Most younger couples or couples with few assets decide to do wills. This is the simplest form of estate planning because it does not require any kind of lifetime management or transfers. They are less expensive to create. Additionally, if there are minor children, testimentary trusts may be created to set up trusts for those children if the parents pass before they are responsible enough to manage money. The will can designate beneficiaries also. Wills do require probate, which can be expensive but does have some benefits of court supervision of the disposition of assets.
The Revocable Living Trust
In Oregon, Trusts are a very common estate planning tool. They are used to designate where assets go upon death, who can manage assets when the "trustors" become incompetent, and are easy to amend when and if circumstances change. These are best when and if there are more assets and the family is more settled in their financial decision making. All assets, except in certain circumstances, must be transferred to the trust in order for them to have the most benefit. Assets that are not in the trust are transferred via a "pourover will" which is created with the trust-to insure the wishes of the trust are carried out. Lawyers and CPA's should always be consulted when drafting these documents.

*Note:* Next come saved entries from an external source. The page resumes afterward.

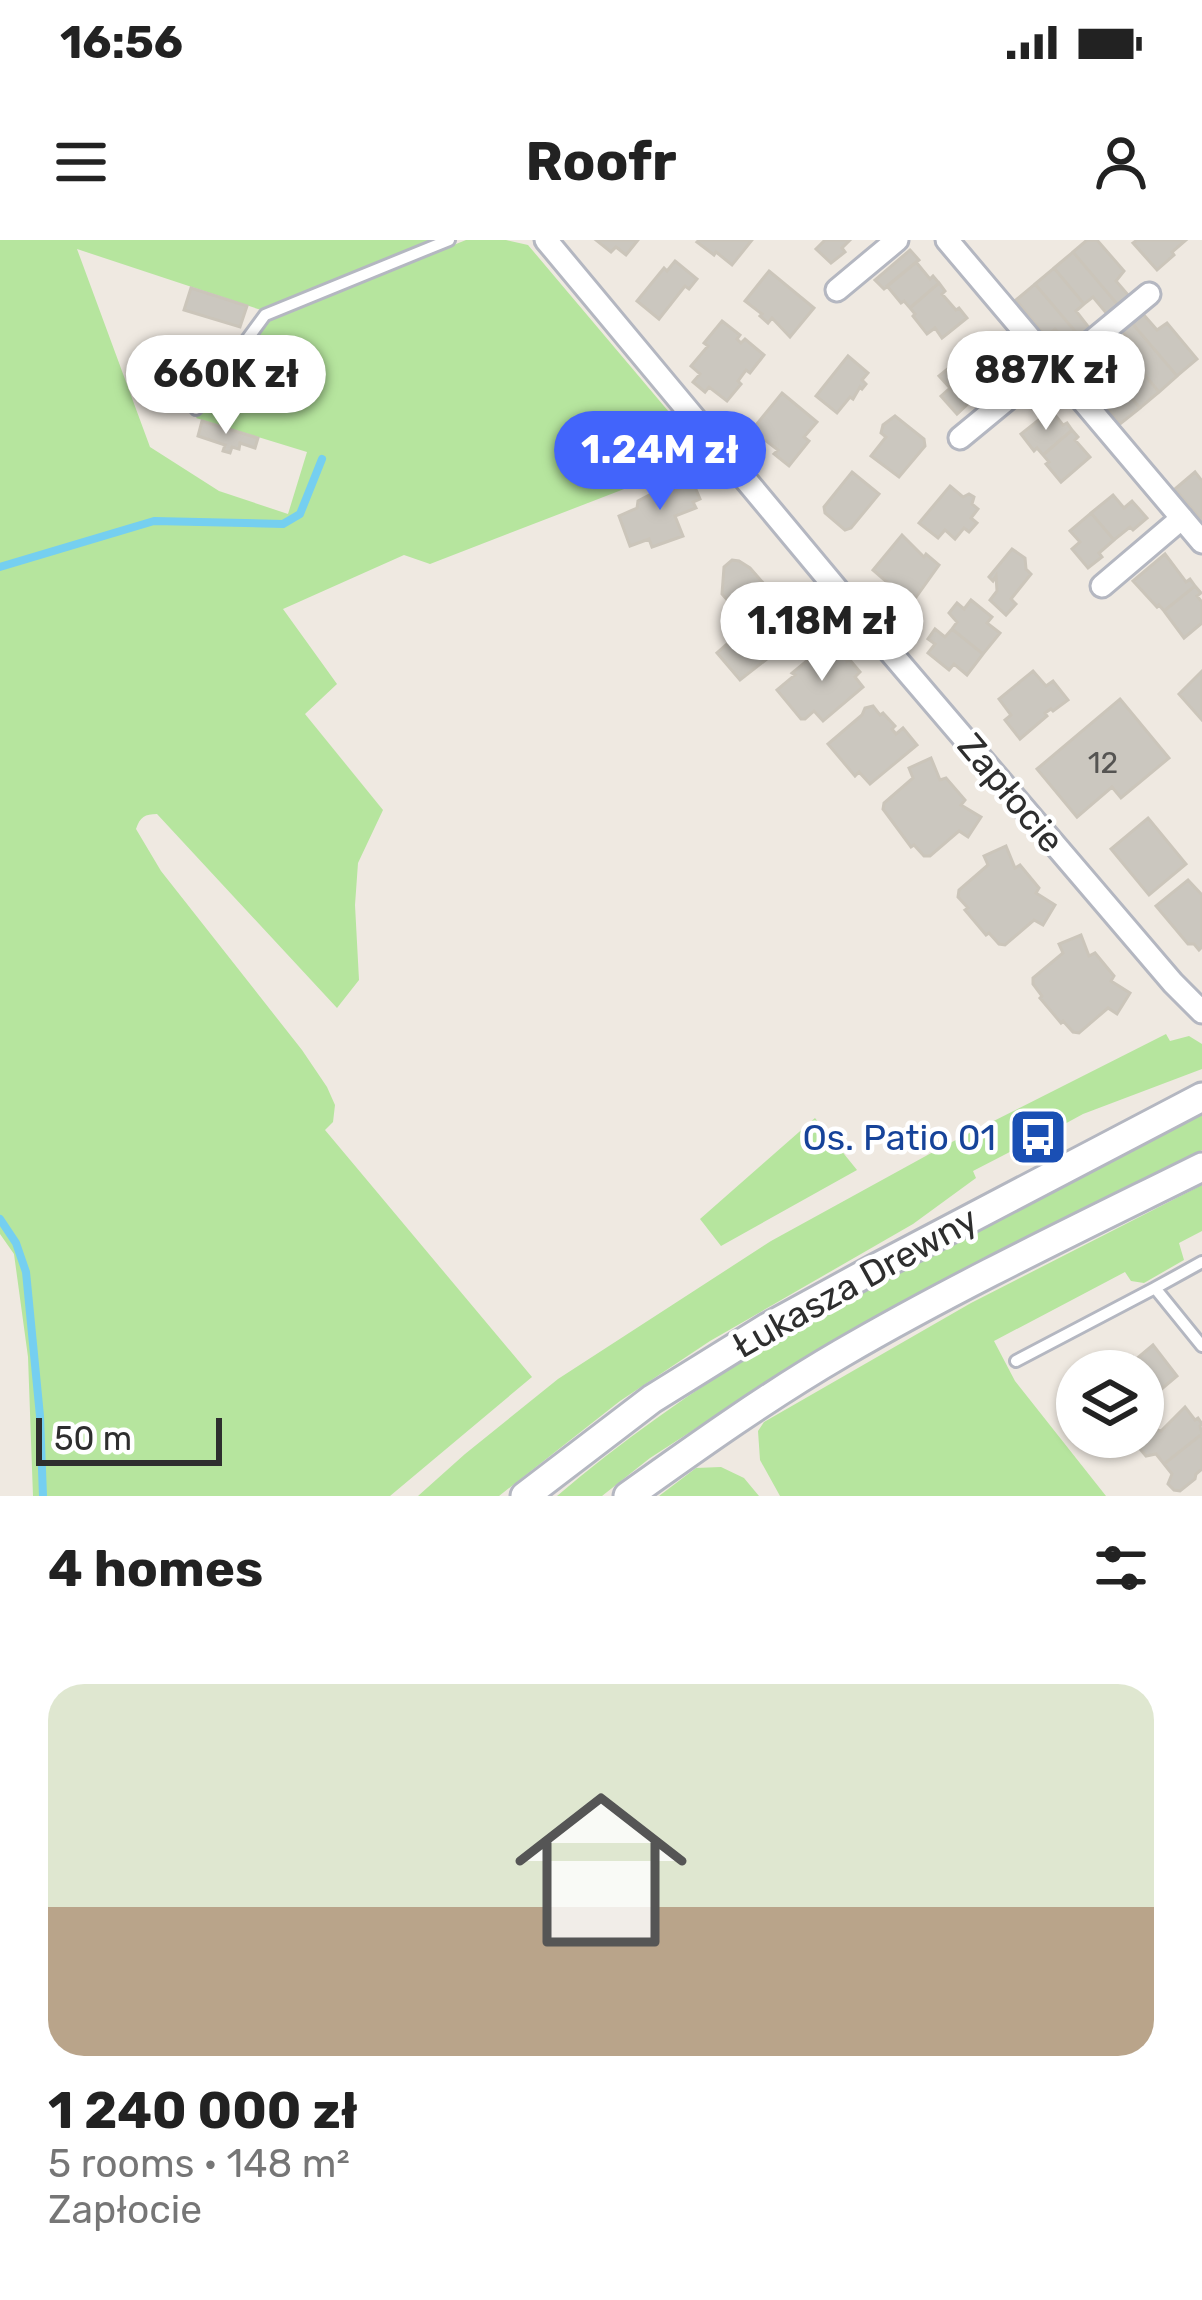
<!DOCTYPE html>
<html lang="en">
<head>
<meta charset="utf-8">
<style>
	:root { --surface:#fff; --page:#f6f6f6; --text:#222; --muted:#767676; --accent:#4264fb }
	body { margin:0; font-family:Rubik,sans-serif; background:var(--page); color:var(--text); height:100vh; display:flex; flex-direction:column; font-size:45px; white-space:nowrap }
	* { box-sizing:border-box; margin:0 }
	p { font-size:39px; color:var(--muted) }
	.icon { flex:none; width:66px; height:66px; fill:none; stroke:currentColor; stroke-width:2; stroke-linecap:round; stroke-linejoin:round }
	.map { position:relative; height:1256px; overflow:hidden }
	.panel { display:flex; flex-direction:column; background:var(--surface); flex:1 }
	.panel>* { flex:none }
	.fabs { position:absolute; left:1056px; top:1110px; display:grid; gap:24px }
	.fabs a { display:grid; place-items:center; width:108px; height:108px; border-radius:50%; background:var(--surface); box-shadow:0 3px 9px #0004; font-size:60px }
	.scale { position:absolute; left:36px; bottom:30px; width:186px; box-sizing:border-box; padding-left:12px; border:6px solid #2e2e2e; border-top:0; font-size:33px; line-height:42px; white-space:nowrap; color:#2e2e2e; -webkit-text-stroke:9px #fff; paint-order:stroke }
	.price { position:absolute; translate:-50% -102px; padding:0 27px; border-radius:42px; background:#fff; color:#222; font-size:39px; line-height:78px; filter:drop-shadow(0 3px 6px #0008) }
	.price::after { content:''; position:absolute; left:50%; top:72px; width:36px; height:27px; margin-left:-18px; background:inherit; clip-path:polygon(0 0,100% 0,50% 100%) }
	.price.current { background:var(--accent); color:#fff }
	ul { padding:0; list-style:none }
	li { display:grid; align-content:center; gap:24px; height:636px; padding:0 48px }
	li span { display:grid; place-items:center; height:372px; border-radius:36px; color:#555 }
	li>.icon { margin-inline-start:auto }
	span .icon { width:216px; height:216px; fill:#fffc; stroke-width:1 }
	li b { font-size:51px }
	h2 { display:flex; justify-content:space-between; align-items:center; height:144px; padding:0 48px; font-size:51px }
	.status { display:flex; justify-content:space-between; align-items:center; height:84px; padding:0 60px; background:var(--surface); direction:ltr }
	.status svg { height:33px; fill:currentColor }
	header { display:flex; justify-content:space-between; align-items:center; height:156px; padding:0 48px; background:var(--surface); font-size:54px; font-weight:700 }
	.map>svg:first-child { display:block }
	.green { fill:#b6e59e }
	.lines { fill:none; stroke-linecap:round; stroke-linejoin:round }
	.stream { stroke:#75cff0; stroke-width:8 }
	.building { fill:#cbc7bf; stroke:#cbc5ba; stroke-width:3 }
	.lane-casing { stroke:#b4b7c1; stroke-width:16 }
	.street-casing { stroke:#b4b7c1; stroke-width:27 }
	.secondary-casing { stroke:#b4b7c1; stroke-width:33 }
	.lane { stroke:#fff; stroke-width:10 }
	.street { stroke:#fff; stroke-width:21 }
	.secondary { stroke:#fff; stroke-width:27 }
	.labels { text-anchor:middle; dominant-baseline:central; stroke-width:9; stroke-linejoin:round; paint-order:stroke }
	.number-label { font-size:30px; fill:#555452 }
	.street-label { font-size:36px; fill:#2e2e2e; stroke:#fff }
	.transit-label { font-size:36px; fill:#164399; stroke:#fff; text-anchor:end }
</style>
</head>
<body>
<div class="status"><b>16:56</b><svg viewBox="0 0 49 12"><path d="M0 12V9h3v3zM5 12V6h3v6zM10 12V3h3v9zM15 12V0h3v12zM26 1h20v11H26zM47 4h2v5h-2z"/></svg></div>
<header><svg class="icon" aria-label="menu" viewBox="0 0 24 24"><path d="M4 6h16M4 12h16M4 18h16"/></svg>Roofr<svg class="icon" aria-label="person" viewBox="0 0 24 24"><circle cx="12" cy="8" r="4"/><path d="M4 21q1-7 8-7t8 7"/></svg></header>
<div class="map">
<svg width="1202" height="1256" viewBox="0 0 1202 1256">
	<rect width="100%" height="100%" fill="#efe9e1"/>
	<path class="green" d="M 0,0 L 434,0 L 261,70 L 77,9 L 150,207 L 219,251 L 288,274 L 307,212 L 196,178 L 269,79 L 466,0 L 506,0 L 528,5 L 707,217 L 430,324 L 404,315 L 283,369 L 337,444 L 305,474 L 383,570 L 358,623 L 355,665 L 359,740 L 337,768 L 157,574 C 145,574 140,577 136,589 L 161,631 L 302,810 L 327,847 L 335,865 L 333,882 L 325,890 L 532,1137 L 390,1256 L 33,1256 L 28,1117 L 14,1014 L 0,994 Z
		M 1166,794 L 1170,801 L 1189,796 L 1202,804 L 1202,829 L 1083,874 L 1050,892 L 1046,887 L 1025,898 L 1027,903 L 973,931 L 976,938 L 913,984 L 710,1101 L 620,1161 L 499,1256 L 418,1256 L 465,1214 L 558,1139 L 771,1001 L 944,906 Z
		M 1202,874 L 1202,910 L 1007,1008 L 903,1064 L 729,1167 L 650,1218 L 602,1256 L 557,1256 C 744,1096 983,983 1202,874 Z
		M 815,878 L 857,930 L 721,1006 L 700,979 Z
		M 1202,945 L 1202,991 L 1179,1003 L 1184,1020 L 1144,1043 L 1131,1041 L 1125,1032 L 994,1101 L 1015,1141 L 1106,1256 L 780,1256 L 760,1220 L 758,1191 L 764,1182 L 971,1063 Z
		M 721,1227 L 744,1238 L 759,1256 L 659,1256 L 696,1228 Z"/>
	<g class="lines">
		<path class="stream" d="M 0,327 L 154,281 L 283,284 L 300,274 L 322,219
			M 0,979 L 16,1003 L 26,1032 L 40,1176 L 43,1256"/>
	</g>
	<path class="building" d="M 596,0 L 638,0 L 626,15 L 616,7 L 611,12 Z
		M 699,0 L 752,0 L 732,25 L 716,12 L 714,15 L 697,2 Z
		M 825,0 L 824,0 L 850,0 L 842,8 L 845,12 L 831,23 L 816,9 Z
		M 1087,0 L 1097,0 L 1124,31 L 1116,41 L 1129,56 L 1118,65 L 1073,12 Z
		M 1137,0 L 1186,0 L 1172,12 L 1174,15 L 1157,30 L 1133,3 Z
		M 910,10 L 919,20 L 884,49 L 875,40 Z
		M 1073,12 L 1118,65 L 1107,74 L 1093,57 L 1084,64 L 1054,28 Z
		M 675,21 L 697,39 L 689,49 L 685,46 L 659,79 L 637,61 L 664,28 L 667,31 Z
		M 916,22 L 930,39 L 933,36 L 939,43 L 910,68 L 904,61 L 901,63 L 887,46 Z
		M 1054,28 L 1084,64 L 1076,71 L 1090,89 L 1080,97 L 1035,44 Z
		M 769,31 L 814,68 L 790,97 L 772,78 L 768,83 L 760,76 L 762,74 L 745,61 Z
		M 939,43 L 945,51 L 942,54 L 956,70 L 959,68 L 967,78 L 942,98 L 935,88 L 927,94 L 913,76 L 915,74 L 910,68 Z
		M 1035,44 L 1080,97 L 1070,106 L 1055,89 L 1046,97 L 1016,60 Z
		M 191,48 L 247,66 L 240,87 L 184,70 Z
		M 1143,74 L 1157,90 L 1167,83 L 1197,119 L 1177,136 L 1132,83 Z
		M 722,81 L 740,95 L 737,99 L 741,103 L 745,99 L 764,115 L 750,133 L 746,130 L 738,141 L 741,144 L 727,161 L 709,147 L 705,152 L 693,142 L 700,134 L 691,126 L 708,106 L 704,103 Z
		M 1132,83 L 1177,136 L 1159,152 L 1128,115 L 1136,108 L 1122,91 Z
		M 982,101 L 993,114 L 1002,106 L 1017,124 L 1002,136 L 999,133 L 984,145 L 961,118 Z
		M 1105,106 L 1119,122 L 1128,115 L 1159,152 L 1140,168 L 1095,114 Z
		M 1095,114 L 1140,168 L 1120,184 L 1089,148 L 1099,140 L 1084,123 Z
		M 848,116 L 868,133 L 862,140 L 866,144 L 862,149 L 860,147 L 853,159 L 850,157 L 837,173 L 816,156 Z
		M 961,118 L 984,145 L 968,158 L 970,162 L 957,174 L 941,156 L 950,148 L 939,136 Z
		M 782,153 L 817,182 L 804,197 L 809,201 L 789,226 L 774,214 L 778,210 L 752,190 Z
		M 1051,170 L 1063,185 L 1067,183 L 1072,190 L 1043,215 L 1037,208 L 1034,211 L 1021,194 Z
		M 895,176 L 924,199 L 925,206 L 899,237 L 871,216 L 886,197 L 881,193 L 883,185 Z
		M 202,181 L 258,198 L 255,208 L 240,203 L 239,209 L 232,207 L 230,213 L 223,211 L 225,205 L 198,196 Z
		M 1072,190 L 1078,197 L 1075,200 L 1090,217 L 1061,242 L 1046,224 L 1049,222 L 1043,215 Z
		M 852,232 L 879,254 L 851,288 L 845,290 L 825,273 L 824,267 Z
		M 1195,232 L 1202,241 L 1202,281 L 1175,249 Z
		M 690,235 L 700,259 L 693,262 L 696,268 L 675,276 L 683,296 L 652,307 L 649,299 L 630,306 L 619,276 L 637,268 L 638,261 L 653,253 L 652,250 Z
		M 950,246 L 963,257 L 969,254 L 974,257 L 972,264 L 978,269 L 971,278 L 977,283 L 969,292 L 964,288 L 955,299 L 945,290 L 938,298 L 919,283 Z
		M 1113,255 L 1124,268 L 1132,261 L 1147,278 L 1133,290 L 1130,287 L 1114,300 L 1091,273 Z
		M 1091,273 L 1114,300 L 1099,313 L 1102,317 L 1088,328 L 1072,309 L 1080,302 L 1070,291 Z
		M 902,295 L 924,317 L 926,314 L 939,325 L 909,367 L 899,360 L 893,352 L 895,349 L 873,330 Z
		M 1012,309 L 1025,318 L 1026,329 L 1031,334 L 1011,359 L 1016,364 L 1006,375 L 990,360 L 997,351 L 996,336 L 993,341 L 989,337 Z
		M 1165,314 L 1186,342 L 1190,339 L 1195,346 L 1164,371 L 1159,365 L 1157,367 L 1133,341 Z
		M 732,320 L 739,321 L 750,328 L 772,353 L 776,350 L 792,369 L 786,374 L 798,387 L 783,400 L 786,404 L 740,440 L 717,413 L 737,395 L 724,380 L 736,370 L 722,354 L 724,327 Z
		M 1195,346 L 1201,353 L 1197,356 L 1202,362 L 1202,383 L 1184,398 L 1164,371 Z
		M 971,360 L 992,377 L 987,383 L 1000,393 L 983,414 L 952,389 L 957,382 L 949,373 L 957,363 L 964,369 Z
		M 935,389 L 945,397 L 952,389 L 983,414 L 967,435 L 954,424 L 949,430 L 928,413 L 935,404 L 928,399 Z
		M 832,400 L 847,421 L 849,419 L 860,432 L 855,437 L 863,447 L 823,481 L 814,471 L 805,479 L 801,479 L 777,450 L 795,435 L 792,433 Z
		M 1033,431 L 1046,446 L 1053,441 L 1068,460 L 1053,471 L 1051,469 L 1045,473 L 1047,476 L 1020,499 L 1005,480 L 1011,475 L 999,459 Z
		M 1202,431 L 1202,480 L 1179,454 Z
		M 1120,459 L 1169,518 L 1121,558 L 1112,547 L 1077,577 L 1037,529 Z
		M 873,466 L 880,475 L 883,473 L 895,486 L 892,489 L 896,494 L 903,488 L 917,505 L 870,544 L 859,532 L 855,536 L 828,504 L 862,475 L 865,468 Z
		M 931,518 L 940,540 L 946,538 L 965,560 L 961,565 L 981,577 L 968,597 L 959,591 L 930,616 L 924,616 L 914,605 L 911,607 L 883,569 L 884,563 L 913,538 L 909,528 Z
		M 1148,578 L 1186,624 L 1149,655 L 1111,609 Z
		M 1006,606 L 1015,628 L 1020,625 L 1039,648 L 1036,653 L 1055,665 L 1043,685 L 1034,680 L 1005,705 L 999,704 L 989,693 L 986,695 L 965,670 L 968,668 L 958,657 L 959,650 L 988,625 L 984,616 Z
		M 1188,640 L 1202,655 L 1202,707 L 1199,710 L 1194,704 L 1188,704 L 1156,666 Z
		M 1081,695 L 1089,716 L 1095,713 L 1114,736 L 1111,741 L 1130,753 L 1117,774 L 1108,768 L 1079,793 L 1073,792 L 1063,781 L 1061,783 L 1040,758 L 1042,756 L 1033,744 L 1033,738 L 1063,713 L 1059,704 Z
		M 1153,1105 L 1177,1136 L 1158,1152 L 1135,1120 Z
		M 1133,1117 L 1158,1152 L 1154,1158 L 1144,1163 L 1143,1167 L 1143,1131 L 1115,1131 L 1114,1128 L 1119,1122 L 1126,1126 Z
		M 1185,1167 L 1195,1180 L 1198,1178 L 1202,1184 L 1200,1186 L 1202,1194 L 1164,1224 L 1156,1214 L 1146,1216 L 1140,1209 L 1140,1203 L 1157,1190 L 1161,1191 Z
		M 1202,1194 L 1202,1229 L 1196,1234 L 1195,1239 L 1180,1251 L 1174,1250 L 1168,1244 L 1172,1234 L 1164,1224 Z"/>
	<g class="lines">
		<defs>
			<path id="lane" d="M 196,169 L 265,75 L 449,0
				M 1202,1022 L 1155,1048 L 1202,1106
				M 1016,1121 L 1155,1048"/>
			<path id="street" d="M 546,0 L 845,359 L 1173,743 L 1202,772
				M 947,0 L 1202,302
				M 837,50 L 897,0
				M 1057,130 L 1149,54
				M 960,198 L 1051,123
				M 1102,346 L 1182,278"/>
			<path id="secondary" d="M 525,1256 L 652,1159 L 768,1087 L 874,1029 L 1202,857
				M 628,1256 C 698,1206 768,1156 842,1113 C 959,1045 1081,987 1202,927"/>
		</defs>
		<use href="#lane" class="lane-casing"/>
		<use href="#street" class="street-casing"/>
		<use href="#secondary" class="secondary-casing"/>
		<use href="#lane" class="lane"/>
		<use href="#street" class="street"/>
		<use href="#secondary" class="secondary"/>
	</g>
	<defs>
		<symbol id="bus-square" viewBox="-11 -11 22 22"><rect x="-9" y="-9" width="18" height="18" rx="4" fill="#1a4fb4" stroke="#fff"/><path d="M-5-6H5V4H4V6H2V4H-2V6H-4V4H-5ZM-3.5-4V0h7V-4ZM-3.5 1.2v1.5H-2V1.2ZM2 1.2v1.5H3.5V1.2Z" fill="#fff"/></symbol>
	</defs>
	<g fill-rule="evenodd">
		<use href="#bus-square" x="1005" y="864" width="66" height="66"/>
	</g>
	<g class="labels">
		<g class="number-label">
			<text x="1103" y="523">12</text>
		</g>
		<g class="street-label">
			<text transform="translate(1011 553) rotate(50)">Zapłocie</text>
			<text transform="translate(855 1042) rotate(-29)">Łukasza Drewny</text>
		</g>
		<g class="transit-label">
			<text x="996" y="897">Os. Patio 01</text>
		</g>
	</g>
</svg>
<div class="fabs">
<a><svg class="icon" aria-label="layers" viewBox="0 0 24 24"><path d="M12 4l9 5-9 5-9-5zM3 14l9 5 9-5"/></svg></a>
</div>
<div class="scale">50 m</div>
<b class="price" style="left:1046px;top:193px">887K zł</b>
<b class="price" style="left:226px;top:197px">660K zł</b>
<b class="price current" style="left:660px;top:273px">1.24M zł</b>
<b class="price" style="left:822px;top:444px">1.18M zł</b>
</div>
<section class="panel">
<h2>4 homes<svg class="icon" aria-label="filters" viewBox="0 0 24 24"><path d="M4 7h16M4 17h16"/><circle cx="9" cy="7" r="2"/><circle cx="15" cy="17" r="2"/></svg></h2>
<ul>
<li><span style="background:linear-gradient(#dfe7d0 60%,#b9a48a 0)"><svg class="icon" aria-label="home" viewBox="0 0 24 24"><path d="M3 11l9-7 9 7M6 9v11h12V9"/></svg></span><div><b>1 240 000 zł</b><p>5 rooms · 148 m²</p><p>Zapłocie</p></div></li>
</ul>
</section>
</body>
</html>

Additional estate planning steps include irrevocable trusts, creating life estates in real property, and designating family members as survivors on accounts and real property. That is very commonly done without the advice of an accountant or lawyer and frequently has unintended legal and tax consequences. These steps should not be done without consulting a lawyer and CPA first.
Tax Planning and Your Oregon Estate
Whether you choose a Will or a Trust, married couples with larger estates (Over 1,000,000 in assets) must see an attorney to take advantage of methods to save significant Oregon and/.or Federal estate taxes. Oregon's estate tax threshold is under the Federal threshold. Larger estates, with planning, can avoid or significantly reduce significant tax exposure with the review and drafting by an attorney experienced in tax estate planning. A trust is the easiest method of doing this, but it can also be done via wills with marriage and disclaimer trust provisions.
The worst step is DOING NOTHING
In the event that there is no will or trust, Oregon Law will determine where your estate will go and who will administer your estate. You will have no say. Additionally, in the event that your estate is large enough to be taxed, no planning that you COULD have done will save you the taxes you COULD have saved. I have seen major unintended consequences because of failures to act. The time to act is now!